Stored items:
□ □ □ □

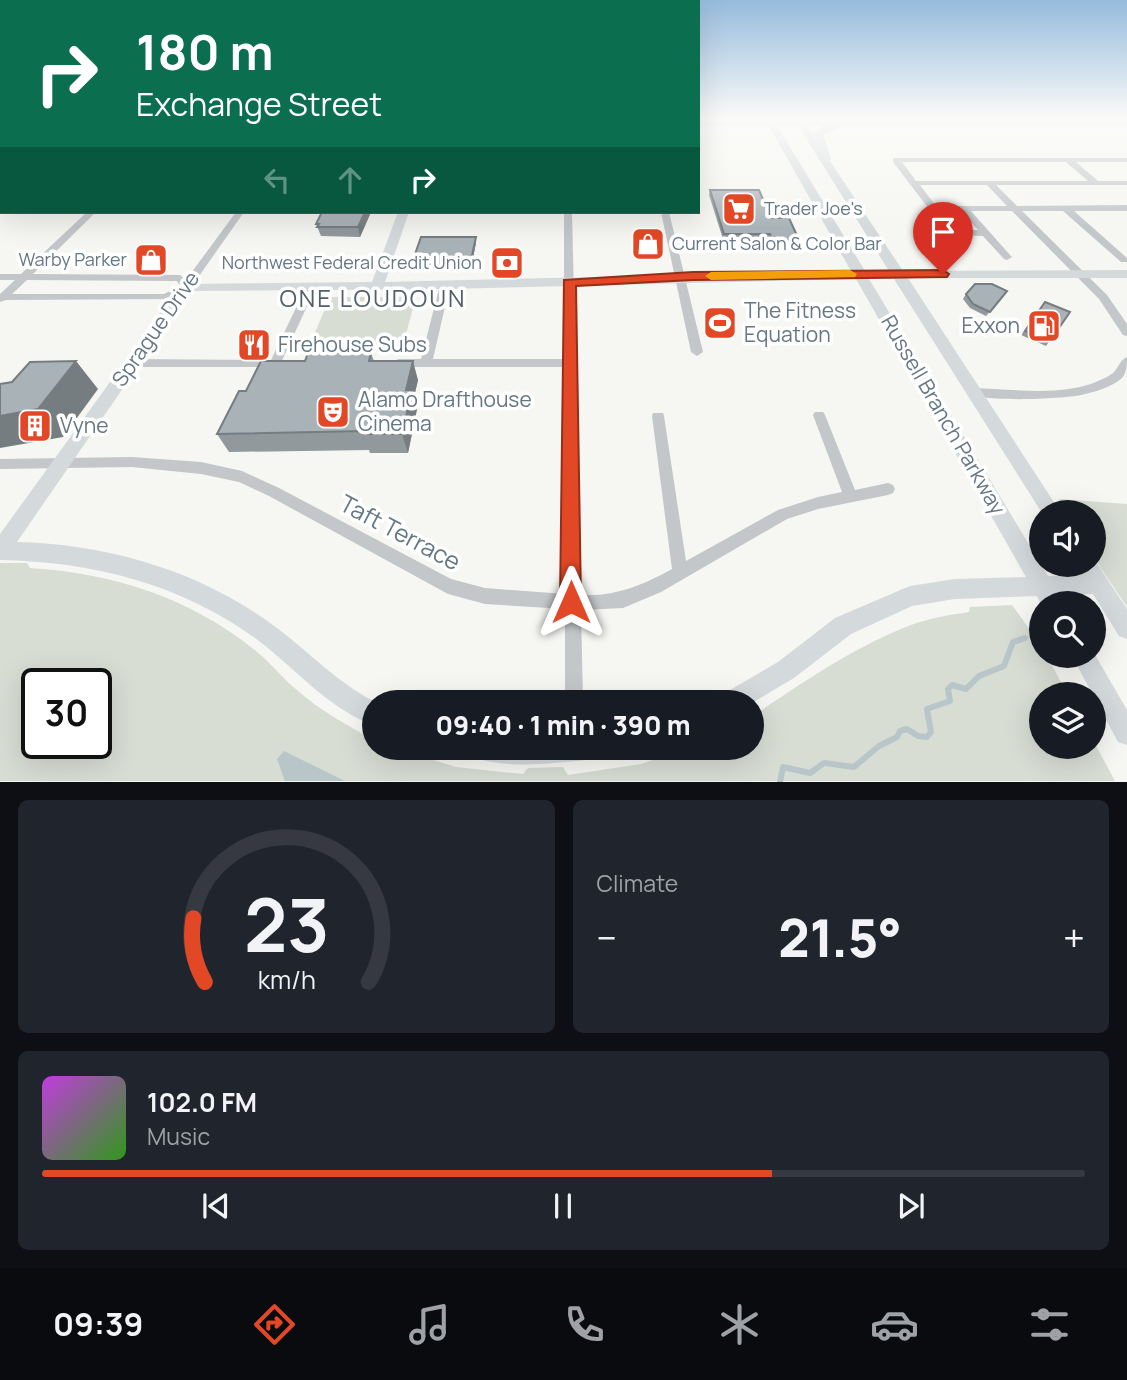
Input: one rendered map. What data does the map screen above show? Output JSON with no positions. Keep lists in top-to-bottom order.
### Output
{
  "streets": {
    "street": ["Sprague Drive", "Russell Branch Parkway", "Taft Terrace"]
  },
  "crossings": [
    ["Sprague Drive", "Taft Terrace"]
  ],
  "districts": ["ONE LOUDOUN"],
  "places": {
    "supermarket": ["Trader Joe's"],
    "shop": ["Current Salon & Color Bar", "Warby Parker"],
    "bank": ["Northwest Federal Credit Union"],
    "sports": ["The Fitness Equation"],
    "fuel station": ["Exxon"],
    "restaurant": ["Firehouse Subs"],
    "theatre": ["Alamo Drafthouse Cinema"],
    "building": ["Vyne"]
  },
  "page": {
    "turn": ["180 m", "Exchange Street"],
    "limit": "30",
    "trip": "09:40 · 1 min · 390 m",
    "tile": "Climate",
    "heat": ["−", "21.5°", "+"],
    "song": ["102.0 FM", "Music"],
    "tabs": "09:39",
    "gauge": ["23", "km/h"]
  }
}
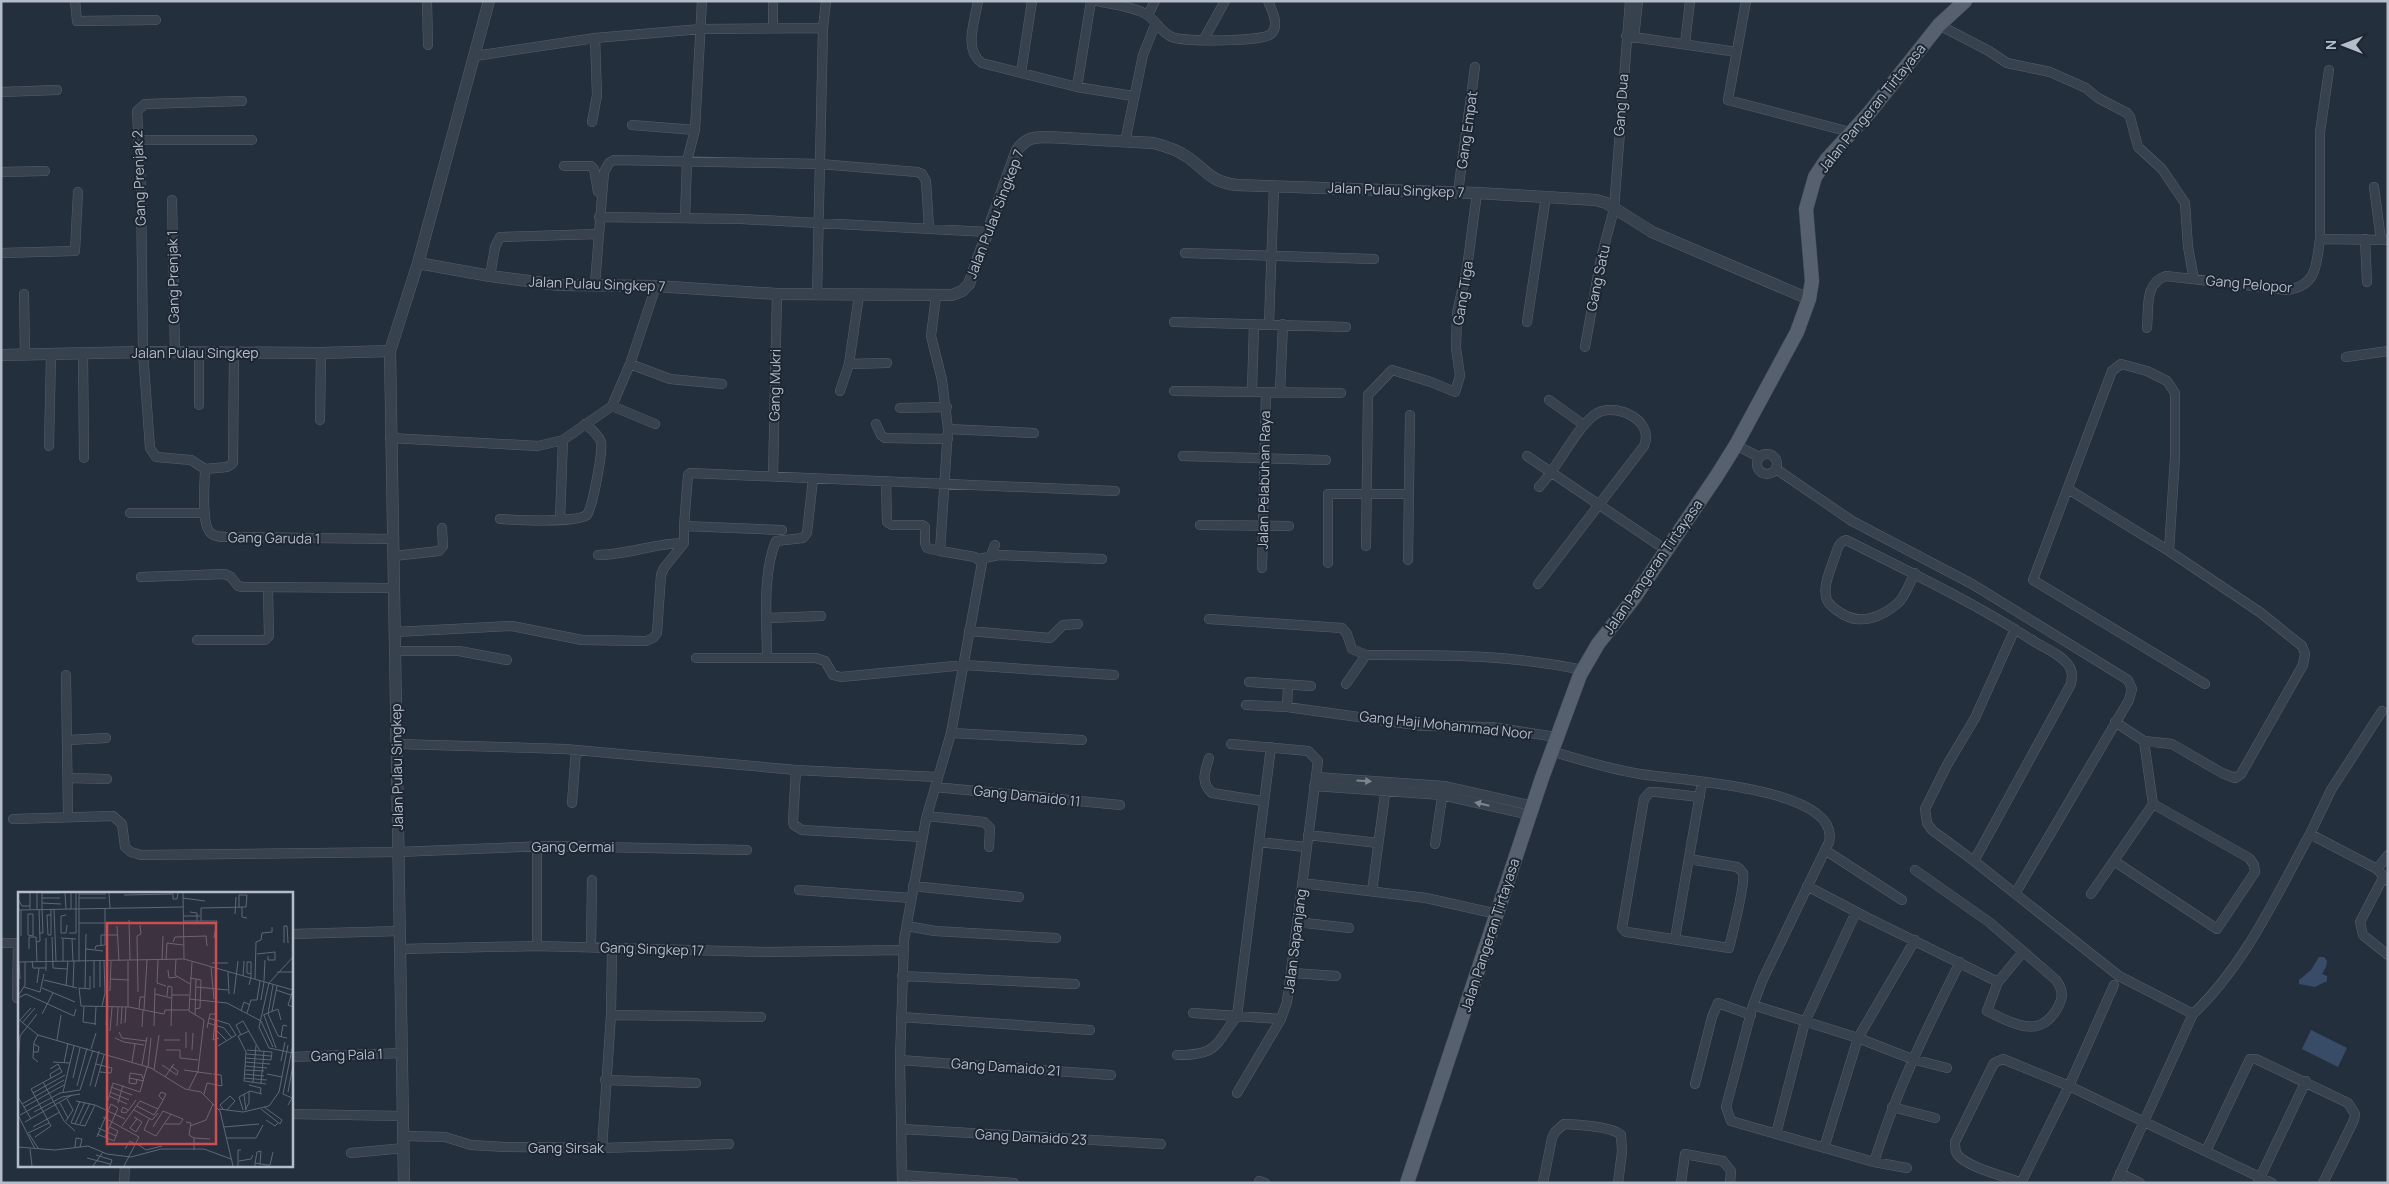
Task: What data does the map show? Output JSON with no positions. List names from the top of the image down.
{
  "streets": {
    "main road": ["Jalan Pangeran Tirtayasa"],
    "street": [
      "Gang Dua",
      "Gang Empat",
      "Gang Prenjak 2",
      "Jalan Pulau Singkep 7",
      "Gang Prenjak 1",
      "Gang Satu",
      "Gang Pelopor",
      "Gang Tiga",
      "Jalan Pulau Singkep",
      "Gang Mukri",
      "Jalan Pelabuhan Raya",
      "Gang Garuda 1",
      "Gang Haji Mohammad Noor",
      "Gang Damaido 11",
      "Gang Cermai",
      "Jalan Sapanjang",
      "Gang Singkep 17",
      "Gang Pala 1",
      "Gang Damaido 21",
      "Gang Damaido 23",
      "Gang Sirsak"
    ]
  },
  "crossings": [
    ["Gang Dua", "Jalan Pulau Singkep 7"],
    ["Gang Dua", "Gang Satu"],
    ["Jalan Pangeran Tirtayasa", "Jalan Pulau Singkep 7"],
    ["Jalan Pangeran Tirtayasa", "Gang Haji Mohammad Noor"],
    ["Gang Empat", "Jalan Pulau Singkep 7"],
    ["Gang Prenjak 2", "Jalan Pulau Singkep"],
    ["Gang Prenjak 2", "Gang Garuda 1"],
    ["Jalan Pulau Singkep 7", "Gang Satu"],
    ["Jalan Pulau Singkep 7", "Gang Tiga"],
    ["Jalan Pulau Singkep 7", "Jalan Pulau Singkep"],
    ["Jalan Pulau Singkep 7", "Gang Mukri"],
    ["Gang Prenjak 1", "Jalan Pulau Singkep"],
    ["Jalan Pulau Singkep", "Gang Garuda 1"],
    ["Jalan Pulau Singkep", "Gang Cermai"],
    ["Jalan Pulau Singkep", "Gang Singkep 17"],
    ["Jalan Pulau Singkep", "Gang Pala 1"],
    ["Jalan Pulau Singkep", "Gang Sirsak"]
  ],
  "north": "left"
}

□ □ □ □

Assigned task: Would you please copy the lines above, from the one holding "Task: What data" through the last, and nothing else?

Your response:
Task: What data does the map show? Output JSON with no positions. List names from the top of the image down.
{
  "streets": {
    "main road": ["Jalan Pangeran Tirtayasa"],
    "street": [
      "Gang Dua",
      "Gang Empat",
      "Gang Prenjak 2",
      "Jalan Pulau Singkep 7",
      "Gang Prenjak 1",
      "Gang Satu",
      "Gang Pelopor",
      "Gang Tiga",
      "Jalan Pulau Singkep",
      "Gang Mukri",
      "Jalan Pelabuhan Raya",
      "Gang Garuda 1",
      "Gang Haji Mohammad Noor",
      "Gang Damaido 11",
      "Gang Cermai",
      "Jalan Sapanjang",
      "Gang Singkep 17",
      "Gang Pala 1",
      "Gang Damaido 21",
      "Gang Damaido 23",
      "Gang Sirsak"
    ]
  },
  "crossings": [
    ["Gang Dua", "Jalan Pulau Singkep 7"],
    ["Gang Dua", "Gang Satu"],
    ["Jalan Pangeran Tirtayasa", "Jalan Pulau Singkep 7"],
    ["Jalan Pangeran Tirtayasa", "Gang Haji Mohammad Noor"],
    ["Gang Empat", "Jalan Pulau Singkep 7"],
    ["Gang Prenjak 2", "Jalan Pulau Singkep"],
    ["Gang Prenjak 2", "Gang Garuda 1"],
    ["Jalan Pulau Singkep 7", "Gang Satu"],
    ["Jalan Pulau Singkep 7", "Gang Tiga"],
    ["Jalan Pulau Singkep 7", "Jalan Pulau Singkep"],
    ["Jalan Pulau Singkep 7", "Gang Mukri"],
    ["Gang Prenjak 1", "Jalan Pulau Singkep"],
    ["Jalan Pulau Singkep", "Gang Garuda 1"],
    ["Jalan Pulau Singkep", "Gang Cermai"],
    ["Jalan Pulau Singkep", "Gang Singkep 17"],
    ["Jalan Pulau Singkep", "Gang Pala 1"],
    ["Jalan Pulau Singkep", "Gang Sirsak"]
  ],
  "north": "left"
}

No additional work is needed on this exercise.